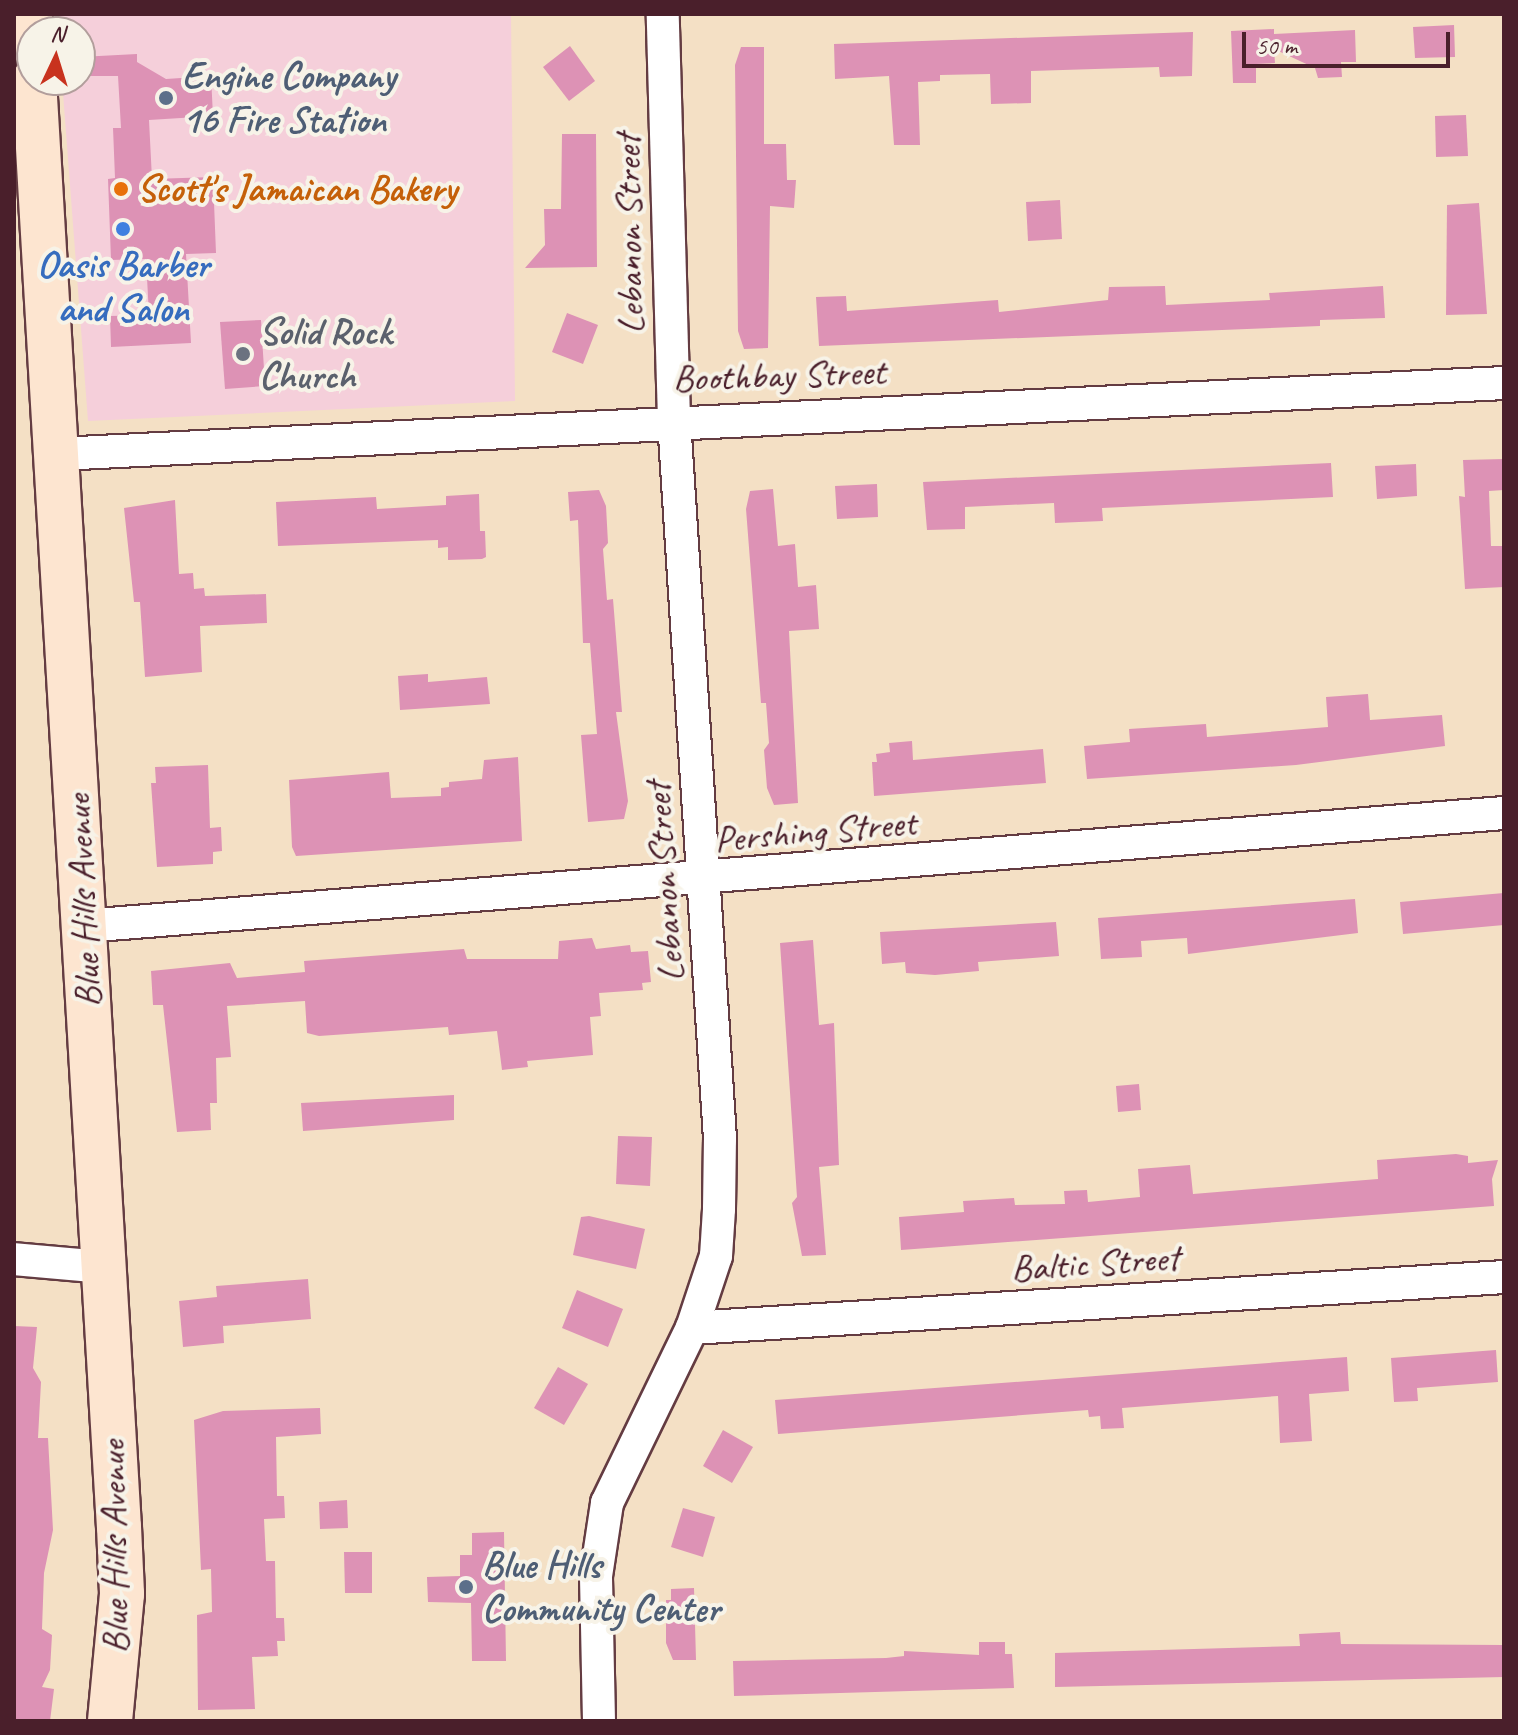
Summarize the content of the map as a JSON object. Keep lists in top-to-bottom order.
{
  "streets": {
    "main road": ["Blue Hills Avenue"],
    "street": [
      "Lebanon Street",
      "Boothbay Street",
      "Pershing Street",
      "Baltic Street"
    ]
  },
  "crossings": [
    ["Lebanon Street", "Boothbay Street"],
    ["Lebanon Street", "Pershing Street"],
    ["Lebanon Street", "Baltic Street"],
    ["Boothbay Street", "Blue Hills Avenue"],
    ["Pershing Street", "Blue Hills Avenue"]
  ],
  "places": [
    "Engine Company 16 Fire Station",
    "Scott's Jamaican Bakery",
    "Oasis Barber and Salon",
    "Solid Rock Church",
    "Blue Hills Community Center"
  ],
  "scale_bar": "50 m",
  "north": "top"
}
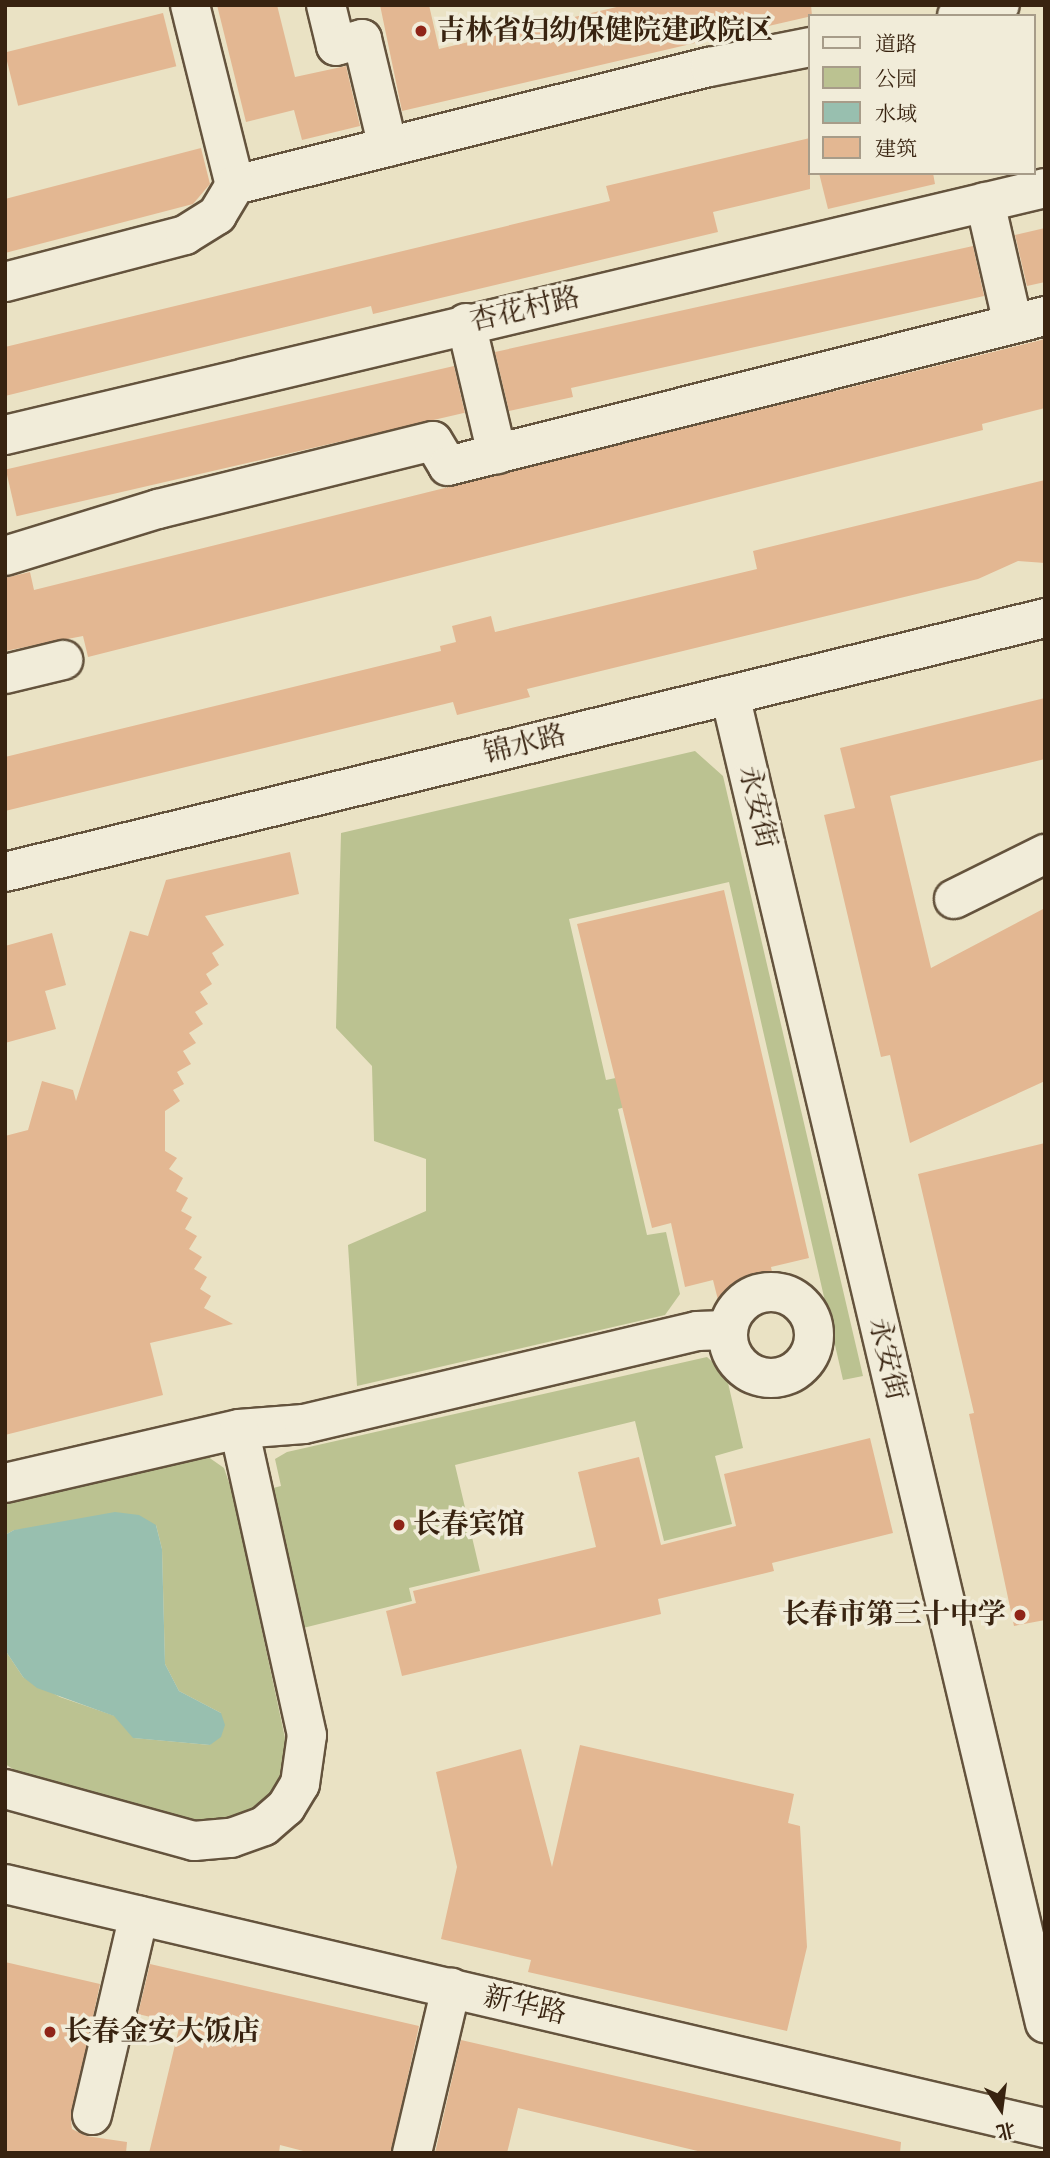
• • • •
ASSIGNMENT: Please return the full listing exactly as given, with the images left out.

EXERCISE SOLUTION:
Summarize the content of the map as a JSON object. Keep lists in top-to-bottom order.
{
  "streets": {
    "main road": ["Blue Hills Avenue"],
    "street": [
      "Lebanon Street",
      "Boothbay Street",
      "Pershing Street",
      "Baltic Street"
    ]
  },
  "crossings": [
    ["Lebanon Street", "Boothbay Street"],
    ["Lebanon Street", "Pershing Street"],
    ["Lebanon Street", "Baltic Street"],
    ["Boothbay Street", "Blue Hills Avenue"],
    ["Pershing Street", "Blue Hills Avenue"]
  ],
  "places": [
    "Engine Company 16 Fire Station",
    "Scott's Jamaican Bakery",
    "Oasis Barber and Salon",
    "Solid Rock Church",
    "Blue Hills Community Center"
  ],
  "scale_bar": "50 m",
  "north": "top"
}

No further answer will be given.